日本から文化交流生=郷土の踊り教えます=熊本県人会

7月8日(金)

 熊本県人会(福田康雄会長)と熊本市の提携で行なわれ三年目を迎えた文化交流で、日本から福本枝美さん(25)が来伯中だ。三月から五月まで同制度で訪日研修していた三世の清原綾子パウラさん(19)、福田会長と一緒に来社。今後の抱負などを語った。
 市役所の広告を見て応募したという福本さん。「時間はあるから行ってみようと思った」のがきっかけだ。滞在は一カ月。牛深ハイヤ踊りを県人会の婦人らに教える予定もある。「牛深(地名)の人は、子供のころに学校で踊りを習うのでみんな踊れる」。衣装や小物を使う場合もあるが、いちばんシンプルなものを紹介するつもりだ。

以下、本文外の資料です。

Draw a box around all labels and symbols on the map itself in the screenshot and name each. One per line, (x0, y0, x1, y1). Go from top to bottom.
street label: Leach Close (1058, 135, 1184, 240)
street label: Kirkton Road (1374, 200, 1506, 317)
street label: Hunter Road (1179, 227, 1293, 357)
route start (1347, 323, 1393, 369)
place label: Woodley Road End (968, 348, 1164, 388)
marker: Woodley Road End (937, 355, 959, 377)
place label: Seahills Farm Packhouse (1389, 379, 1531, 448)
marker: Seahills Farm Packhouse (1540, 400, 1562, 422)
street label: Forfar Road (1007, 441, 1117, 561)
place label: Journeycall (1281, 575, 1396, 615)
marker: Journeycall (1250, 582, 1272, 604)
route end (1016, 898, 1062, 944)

 「この踊りは阿波踊りの原型。まだブラジルには伝わっていないから福本さんに普及してもらいます」と福田会長は期待を寄せる。
 帰国まで毎日予定が入っているが、「忙しいけれどいろんなところに連れて行ってもらって嬉しいです。日本の地元でも聞かない熊本弁を聞けるから、熊本の田舎へ来たみたい」と福本さんは文化交流を楽しんでいる様子だ。

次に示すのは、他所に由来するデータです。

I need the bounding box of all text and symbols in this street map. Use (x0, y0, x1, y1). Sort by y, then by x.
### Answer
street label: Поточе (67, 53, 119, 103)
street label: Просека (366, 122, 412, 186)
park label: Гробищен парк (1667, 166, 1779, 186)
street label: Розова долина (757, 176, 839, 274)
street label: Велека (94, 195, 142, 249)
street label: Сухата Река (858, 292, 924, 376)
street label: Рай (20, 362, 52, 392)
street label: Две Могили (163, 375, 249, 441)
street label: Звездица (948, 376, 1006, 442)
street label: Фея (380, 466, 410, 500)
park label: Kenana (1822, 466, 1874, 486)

 一方、三ヵ月間の熊本での研修を終えた清原さんは体験を語る。「お茶、生け花、お琴、日本舞踊、日本語、いろんな習い事をして忙しかったけれどますます日本の文化が好きになりました」。日本語も「驚くほど上達した」(福田会長) 困ったこともあった。「夜、道に迷ってしまい、バスもなく、お金も少ししか持っていなかったので暗い道を四キロくらい歩きました。交番を見つけて送ってくださいと頼みました」。パトカーで滞在していた寮まで連れて行ってもらったという。「寮の目の前までパトカーが行くと驚くだろうと、少し手前で降ろしてくれました。とっても親切でした」
 福田会長は「福本さんにはたくさんの思い出を作って帰って欲しい。今後は交流の枠も増やしていきたい」と話している。
 福本さんが指導する牛深ハイヤ踊りは七月中、毎火曜午前十時ころから同県人会(ヴィラ・マリアナ区ギマランエス・パッソス街142)行なわれる。参加自由。希望者は連絡と日時確認を。11・5084・1338(同県人会)。